Records to process:
"""
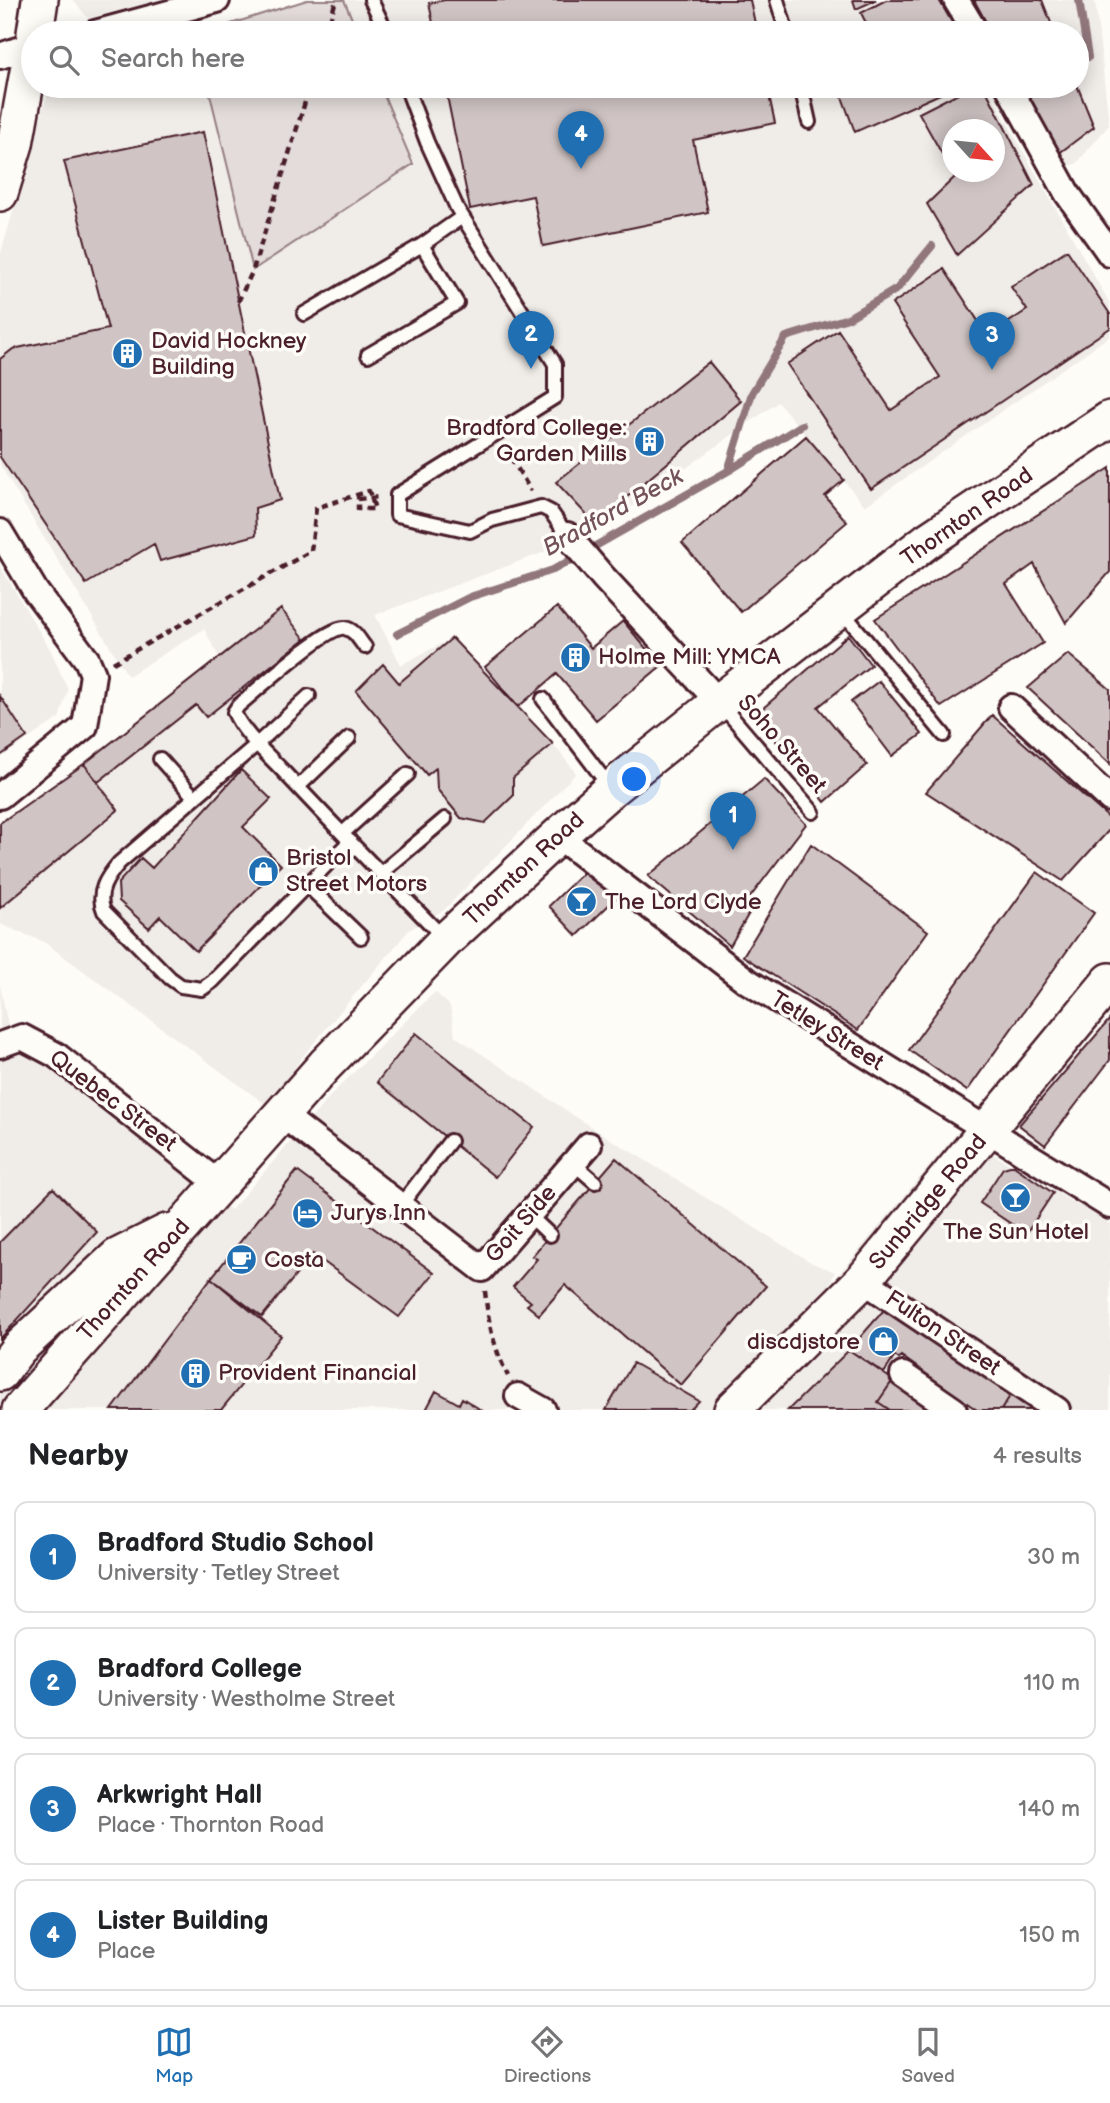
<!DOCTYPE html>
<html lang="en">
<head>
<meta charset="utf-8">
<style>
  :root { --surface:#fff; --page:#f2f2f2; --text:#202124; --muted:#757577; --line:#e0e0e0; --accent:#1f6fb2 }
  body { margin:0; font-family:"Balsamiq Sans",sans-serif; background:var(--page); color:var(--text) }
  .compass { position:absolute; left:942px; top:119px; width:63px; height:63px; border-radius:50%; background:var(--surface); box-shadow:0 4px 18px #0003; rotate:117deg }
  .you { position:absolute; left:635px; top:780px; width:24px; height:24px; margin:-18px; border:5px solid #fff; border-radius:50%; background:#1a73e8; box-shadow:0 0 0 10px #1a73e833 }
  .badge { display:grid; place-items:center; width:46px; height:46px; border-radius:50%; background:var(--accent); color:#fff; font-size:23px; font-weight:700 }
  .pin { position:absolute; translate:-50% -58px; filter:drop-shadow(0 2px 4px #0008) }
  .pin::after { content:''; position:absolute; top:37px; width:24px; height:21px; background:inherit; clip-path:polygon(0 0,100% 0,50% 100%) }
  .list { margin:0; padding:0; list-style:none }
  h2 { display:flex; justify-content:space-between; align-items:center; height:91px; margin:0; padding:0 28px; font-size:30px }
  h2 small { font-size:23px; font-weight:400; color:var(--muted) }
  .list li { display:grid; grid-template-columns:46px 1fr auto; gap:21px; align-items:center; box-sizing:border-box; height:112px; margin:0 14px 14px; padding:0 14px; border:2px solid var(--line); border-radius:14px }
  .list b { display:block; font-size:26px; white-space:nowrap }
  .list p { margin:0; font-size:23px; white-space:nowrap; color:var(--muted) }
  .list em { font-size:23px; font-style:normal; color:var(--muted) }
  .icon { flex:none; width:38px; height:38px; fill:none; stroke:currentColor; stroke-width:2; stroke-linecap:round; stroke-linejoin:round }
  .map { position:relative; flex:none; width:1110px; height:1410px; overflow:hidden }
  .search { position:absolute; background:var(--surface); box-shadow:0 4px 18px #0003; left:21px; right:21px; top:21px; height:77px; display:flex; align-items:center; gap:18px; box-sizing:border-box; padding:0 24px; border-radius:38px; color:var(--muted); font-size:26px }
  .sheet { height:595px; background:var(--surface) }
  nav { display:flex; justify-content:space-around; align-items:center; box-sizing:border-box; height:98px; border-top:2px solid var(--line); background:var(--surface); font-size:19px; color:var(--muted) }
  nav a { display:grid; justify-items:center; gap:4px }
  nav .on { color:var(--accent) }
  .map>svg:first-child { display:block }
  .built { fill:#f0ece8; fill-rule:evenodd }
  .green { fill:#e3dcda; stroke:#967e82; stroke-width:2 }
  .lines { fill:none; stroke-linecap:round; stroke-linejoin:round }
  .stream { stroke:#91777b; stroke-width:8 }
  .building { fill:#d0c5c4; stroke:#4a1f2b; stroke-width:2; fill-rule:evenodd }
  .lane-casing { stroke:#4a1f2b; stroke-width:18 }
  .street-casing { stroke:#4a1f2b; stroke-width:30 }
  .secondary-casing { stroke:#4a1f2b; stroke-width:40 }
  .path { stroke:#4a1f2b; stroke-width:4.5; stroke-dasharray:7 5; stroke-linecap:butt }
  .lane { stroke:#fdfcf7; stroke-width:12 }
  .street { stroke:#fdfcf7; stroke-width:24 }
  .secondary { stroke:#fdfcf7; stroke-width:35 }
  .labels { text-anchor:middle; dominant-baseline:central; stroke-width:7; stroke-linejoin:round; paint-order:stroke }
  .poi-label { font-size:23px; fill:#4a1f2b; stroke:#fdfcf7; text-anchor:start }
  .street-label { font-size:23px; fill:#4a1f2b; stroke:#fdfcf7 }
  .water-label { font-size:24px; font-style:italic; fill:#73525a; stroke:#fdfcf7 }
</style>
</head>
<body>
<div class="map">
<svg width="1110" height="1410" viewBox="0 0 1110 1410">
  <rect width="100%" height="100%" fill="#fdfcf7"/>
  <filter id="ink" filterUnits="userSpaceOnUse"><feTurbulence type="fractalNoise" baseFrequency=".0143" numOctaves="2"/><feDisplacementMap in="SourceGraphic" scale="14" xChannelSelector="R" yChannelSelector="G"/><feConvolveMatrix kernelMatrix="1 2 1 2 8 2 1 2 1" color-interpolation-filters="sRGB"/></filter>
  <g filter="url(#ink)">
    <path class="built" d="M73 0H159L88 18Z
      M344 0H937L956 33H195Z
      M967 0H1095L1109 125 1076 164 1062 167 1016 86H1077V33H986Z
      M50 86H986L1110 304V336L865 506 778 402 596 533 375 615 401 665 452 638 553 744 576 773 444 910 409 930 302 1057 268 1106 44 942 0 924V908L117 810 84 764 219 657 204 629 128 676 0 465V256ZM953 130H995V172H953Z
      M0 566 51 651 68 690 59 718 0 758Z
      M0 985 10 1036 94 1098 231 1210 333 1093 435 992 450 1006 455 1036 591 1127 812 1263 835 1272 829 1286 957 1133 1110 1224V1410H0Z"/>
    <path class="green" d="M307 0H344L358 33H202Z
      M208 86H380L413 164 253 270Z"/>
    <g class="lines">
      <path class="stream" d="M1079 0 1088 57
        M728 471 752 393 786 337 848 318 897 289 932 246
        M397 634 470 597 553 570 728 471 802 425"/>
    </g>
    <path class="building" d="M445 0H750L757 33H435L429 3Z
      M853 0H876L856 9Z
      M886 0H939L958 33H871L861 13Z
      M974 0H1042L1055 33H992Z
      M1077 85 1094 127 1058 154 1021 86Z
      M445 86H767L775 123 693 140 708 212 543 246 533 196 470 209Z
      M838 86H958L855 132Z
      M972 86H984L1034 185 957 255 927 204 955 177 919 113ZM953 130H995V172H953Z
      M203 132 280 500 255 508 256 535 160 561 154 544 86 584 0 457V359L13 349 108 329 64 161Z
      M1067 250 1110 314V328L871 489 787 364 838 330 891 410 940 377 892 304 944 269 988 336 1027 310 1011 287Z
      M709 362 741 401 595 524 556 482Z
      M806 436 844 480 825 496 847 522 741 612 682 543Z
      M1110 468V572L1066 623 1034 564 1006 584 1043 643 941 707 875 619Z
      M557 607 591 648 623 621 661 666 596 720 557 674 518 707 485 667Z
      M281 609 305 639 206 717 196 705 98 782 84 764Z
      M848 635 871 665 818 707 867 765 825 802 755 715Z
      M452 638 553 744 513 778V796L485 823 461 818 437 789 436 768 427 775 356 691 383 664 399 683Z
      M1068 654 1110 689V764L1028 688Z
      M879 681 922 734 892 756 851 702Z
      M0 696 27 737 0 756Z
      M992 715 1110 819V829L1063 881 926 792Z
      M84 764 118 810 0 908V823Z
      M241 770 271 799 243 827 281 865 196 951 160 916 149 928 119 901 118 883 141 858 152 868Z
      M764 779 806 824 745 904 752 908 730 946 648 876Z
      M811 844 928 931 858 1030 743 956Z
      M587 869 616 898 577 936 549 906Z
      M1037 872 1094 913 967 1091 909 1050Z
      M1110 1019V1060L1045 1145 1019 1125Z
      M416 1033 534 1127 495 1177 377 1082Z
      M616 1158 766 1286 681 1385 565 1285 539 1315 527 1305 531 1302 513 1287 537 1259 532 1256Z
      M1010 1166H1014L1053 1193 1026 1234 980 1203 1003 1168Z
      M297 1171 434 1273 399 1317 313 1254 262 1317 211 1278Z
      M53 1188 97 1232 0 1339V1242Z
      M211 1278 281 1336 221 1410H112Z
      M888 1310 1012 1393 1001 1410H977L901 1356 899 1359 895 1356 884 1373 849 1350 883 1311Z
      M849 1350 893 1380 878 1402 890 1410H788Z
      M633 1363 699 1401 690 1410H606Z
      M893 1380 937 1410H890L878 1402Z
      M436 1391 459 1404 462 1398 481 1410H426Z
      M1012 1393 1034 1410H1001Z"/>
    <g class="lines">
      <defs>
        <path id="lane" d="M371 0 387 33
          M777 0 787 33
          M406 86 427 142 457 208 555 364V397L397 495V515L470 531 492 520 541 507 551 512 567 535
          M801 86 809 122
          M304 314 422 245
          M368 355 457 303 422 245 462 217
          M842 611 944 735
          M365 647C359 640 355 630 345 628 328 625 255 692 238 706L234 712C242 732 267 754 282 770 335 827 389 882 443 937
          M309 696 257 744 119 863C107 877 96 893 104 911L170 978 181 986 202 989 213 981 350 841
          M543 699 609 786
          M719 702 813 812
          M160 759 194 797
          M298 787 349 738
          M343 833 408 774
          M381 873 445 819
          M307 885 361 937
          M573 1163 595 1182
          M400 1206 450 1141
          M529 1215 550 1235"/>
        <path id="street" d="M956 0 976 33
          M95 33 217 0
          M0 56 33 45
          M1008 86 1067 193 1110 254
          M0 532 36 592 87 660 93 674 85 726 0 796
          M567 535 603 577 719 702
          M1011 707 1110 799
          M558 836 747 981 1110 1206
          M0 1045 22 1037 56 1055 219 1184
          M280 1113 482 1269 589 1145
          M863 1280 1057 1410
          M903 1375 954 1410
          M518 1396 543 1410"/>
        <path id="secondary" d="M35 33 40 0
          M0 193 15 144 33 44
          M0 1373 18 1349 117 1257 167 1232
          M20 1410 325 1065 446 940 558 836 611 789 719 702 927 541 1110 419
          M732 1410 863 1280 1110 981"/>
      </defs>
      <use href="#lane" class="lane-casing"/>
      <use href="#street" class="street-casing"/>
      <use href="#secondary" class="secondary-casing"/>
      <path class="path" d="M326 33 336 0
        M238 302 253 270 310 86
        M505 448 531 491
        M113 663 311 551 316 508 369 491 375 509H358V499L379 497
        M485 1291C488 1322 494 1349 508 1376"/>
      <use href="#lane" class="lane"/>
      <use href="#street" class="street"/>
      <use href="#secondary" class="secondary"/>
    </g>
  </g>
  <defs>
    <symbol id="building-disc" viewBox="-11 -11 22 22"><circle r="9.5" fill="#1f6fb2" stroke="#fdfcf7"/><path d="M-4-6H4V6H1V3H-1V6H-4ZM-2.5-4.3h1.7v1.8h-1.7ZM.8-4.3h1.7v1.8H.8ZM-2.5-1h1.7V.8h-1.7ZM.8-1h1.7V.8H.8Z" fill="#fff"/></symbol>
    <symbol id="shop-disc" viewBox="-11 -11 22 22"><circle r="9.5" fill="#1f6fb2" stroke="#fdfcf7"/><path d="M-5-2.5h2.3a2.7 3.5 0 0 1 5.4 0H5L5.5 6h-11ZM-1.5-2.5h3a1.5 2.3 0 0 0-3 0Z" fill="#fff"/></symbol>
    <symbol id="bar-disc" viewBox="-11 -11 22 22"><circle r="9.5" fill="#1f6fb2" stroke="#fdfcf7"/><path d="M-6-5H6L.8 .8V4.5H3.5V6h-7V4.5H-.8V.8Z" fill="#fff"/></symbol>
    <symbol id="hotel-disc" viewBox="-11 -11 22 22"><circle r="9.5" fill="#1f6fb2" stroke="#fdfcf7"/><path d="M-6-4.5h1.5V1H6V5H4.5V3h-9V5H-6ZM-4 0a1.8 1.8 0 1 1 3.6 0ZM.5 0V-2.5h3Q6-2.5 6 0Z" fill="#fff"/></symbol>
    <symbol id="cafe-disc" viewBox="-11 -11 22 22"><circle r="9.5" fill="#1f6fb2" stroke="#fdfcf7"/><path d="M-5.5-4.5H6V0H3Q3 3.5 0 3.5H-2.5Q-5.5 3.5-5.5 0ZM3-3.2v2h1.7v-2ZM-6 4.5H4V6H-6Z" fill="#fff"/></symbol>
  </defs>
  <g fill-rule="evenodd">
    <use href="#building-disc" x="110" y="336" width="35" height="35"/>
    <use href="#building-disc" x="632" y="424" width="35" height="35"/>
    <use href="#building-disc" x="558" y="640" width="35" height="35"/>
    <use href="#shop-disc" x="246" y="854" width="35" height="35"/>
    <use href="#bar-disc" x="564" y="884" width="35" height="35"/>
    <use href="#bar-disc" x="998" y="1180" width="35" height="35"/>
    <use href="#hotel-disc" x="290" y="1196" width="35" height="35"/>
    <use href="#cafe-disc" x="224" y="1242" width="35" height="35"/>
    <use href="#shop-disc" x="866" y="1324" width="35" height="35"/>
    <use href="#building-disc" x="178" y="1356" width="35" height="35"/>
  </g>
  <g class="labels">
    <g class="poi-label">
      <text x="151" y="341">David Hockney<tspan x="151" dy="26">Building</tspan></text>
      <text x="627" y="428" text-anchor="end">Bradford College:<tspan x="627" dy="26">Garden Mills</tspan></text>
      <text x="598" y="657">Holme Mill: YMCA</text>
      <text x="286" y="858">Bristol<tspan x="286" dy="26">Street Motors</tspan></text>
      <text x="605" y="902">The Lord Clyde</text>
      <text x="331" y="1213">Jurys Inn</text>
      <text x="1016" y="1232" text-anchor="middle">The Sun Hotel</text>
      <text x="264" y="1260">Costa</text>
      <text x="860" y="1342" text-anchor="end">discdjstore</text>
      <text x="218" y="1373">Provident Financial</text>
    </g>
    <g class="street-label">
      <text transform="translate(967 517) rotate(-35)">Thornton Road</text>
      <text transform="translate(782 744) rotate(49)">Soho Street</text>
      <text transform="translate(524 869) rotate(-43)">Thornton Road</text>
      <text transform="translate(827 1031) rotate(32)">Tetley Street</text>
      <text transform="translate(113 1101) rotate(37)">Quebec Street</text>
      <text transform="translate(928 1202) rotate(-50)">Sunbridge Road</text>
      <text transform="translate(521 1224) rotate(-49)">Goit Side</text>
      <text transform="translate(134 1280) rotate(-48)">Thornton Road</text>
      <text transform="translate(943 1333) rotate(34)">Fulton Street</text>
    </g>
    <g class="water-label">
      <text transform="translate(613 512) rotate(-29)">Bradford Beck</text>
    </g>
  </g>
</svg>
<svg class="compass" viewBox="-18 -18 36 36"><path d="M0-13l5 13h-10z" fill="#e53935"/><path d="M0 13l5-13h-10z" fill="#757577"/></svg>
<div class="you"></div>
<div class="pin badge" style="left:733px;top:850px">1</div>
<div class="pin badge" style="left:531px;top:369px">2</div>
<div class="pin badge" style="left:992px;top:370px">3</div>
<div class="pin badge" style="left:581px;top:169px">4</div>
<div class="search"><svg class="icon" aria-label="search" viewBox="0 0 24 24"><circle cx="10" cy="10" r="6"/><path d="M15 15l6 6"/></svg>Search here</div>
</div>
<section class="sheet">
<h2>Nearby<small>4 results</small></h2>
<ul class="list">
<li><span class="badge">1</span><div><b>Bradford Studio School</b><p>University · Tetley Street</p></div><em>30 m</em></li>
<li><span class="badge">2</span><div><b>Bradford College</b><p>University · Westholme Street</p></div><em>110 m</em></li>
<li><span class="badge">3</span><div><b>Arkwright Hall</b><p>Place · Thornton Road</p></div><em>140 m</em></li>
<li><span class="badge">4</span><div><b>Lister Building</b><p>Place</p></div><em>150 m</em></li>
</ul>
</section>
<nav>
<a class="on"><svg class="icon" aria-label="map" viewBox="0 0 24 24"><path d="M3 6l6-2 6 2 6-2v14l-6 2-6-2-6 2zM9 4v14M15 6v14"/></svg>Map</a>
<a><svg class="icon" aria-label="directions" viewBox="0 0 24 24"><path d="M12 3l9 9-9 9-9-9zM9 14v-3h6M13 9l2 2-2 2"/></svg>Directions</a>
<a><svg class="icon" aria-label="saved" viewBox="0 0 24 24"><path d="M7 4h10v16l-5-4-5 4z"/></svg>Saved</a>
</nav>
</body>
</html>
"""
Your task:
What is needed is the exact run of lines from the start of the data through the line with "font-size:23px; font-weight:400; color:var(--muted)", both ends included, minus the pictures.

Response for this exercise:
<!DOCTYPE html>
<html lang="en">
<head>
<meta charset="utf-8">
<style>
  :root { --surface:#fff; --page:#f2f2f2; --text:#202124; --muted:#757577; --line:#e0e0e0; --accent:#1f6fb2 }
  body { margin:0; font-family:"Balsamiq Sans",sans-serif; background:var(--page); color:var(--text) }
  .compass { position:absolute; left:942px; top:119px; width:63px; height:63px; border-radius:50%; background:var(--surface); box-shadow:0 4px 18px #0003; rotate:117deg }
  .you { position:absolute; left:635px; top:780px; width:24px; height:24px; margin:-18px; border:5px solid #fff; border-radius:50%; background:#1a73e8; box-shadow:0 0 0 10px #1a73e833 }
  .badge { display:grid; place-items:center; width:46px; height:46px; border-radius:50%; background:var(--accent); color:#fff; font-size:23px; font-weight:700 }
  .pin { position:absolute; translate:-50% -58px; filter:drop-shadow(0 2px 4px #0008) }
  .pin::after { content:''; position:absolute; top:37px; width:24px; height:21px; background:inherit; clip-path:polygon(0 0,100% 0,50% 100%) }
  .list { margin:0; padding:0; list-style:none }
  h2 { display:flex; justify-content:space-between; align-items:center; height:91px; margin:0; padding:0 28px; font-size:30px }
  h2 small { font-size:23px; font-weight:400; color:var(--muted) }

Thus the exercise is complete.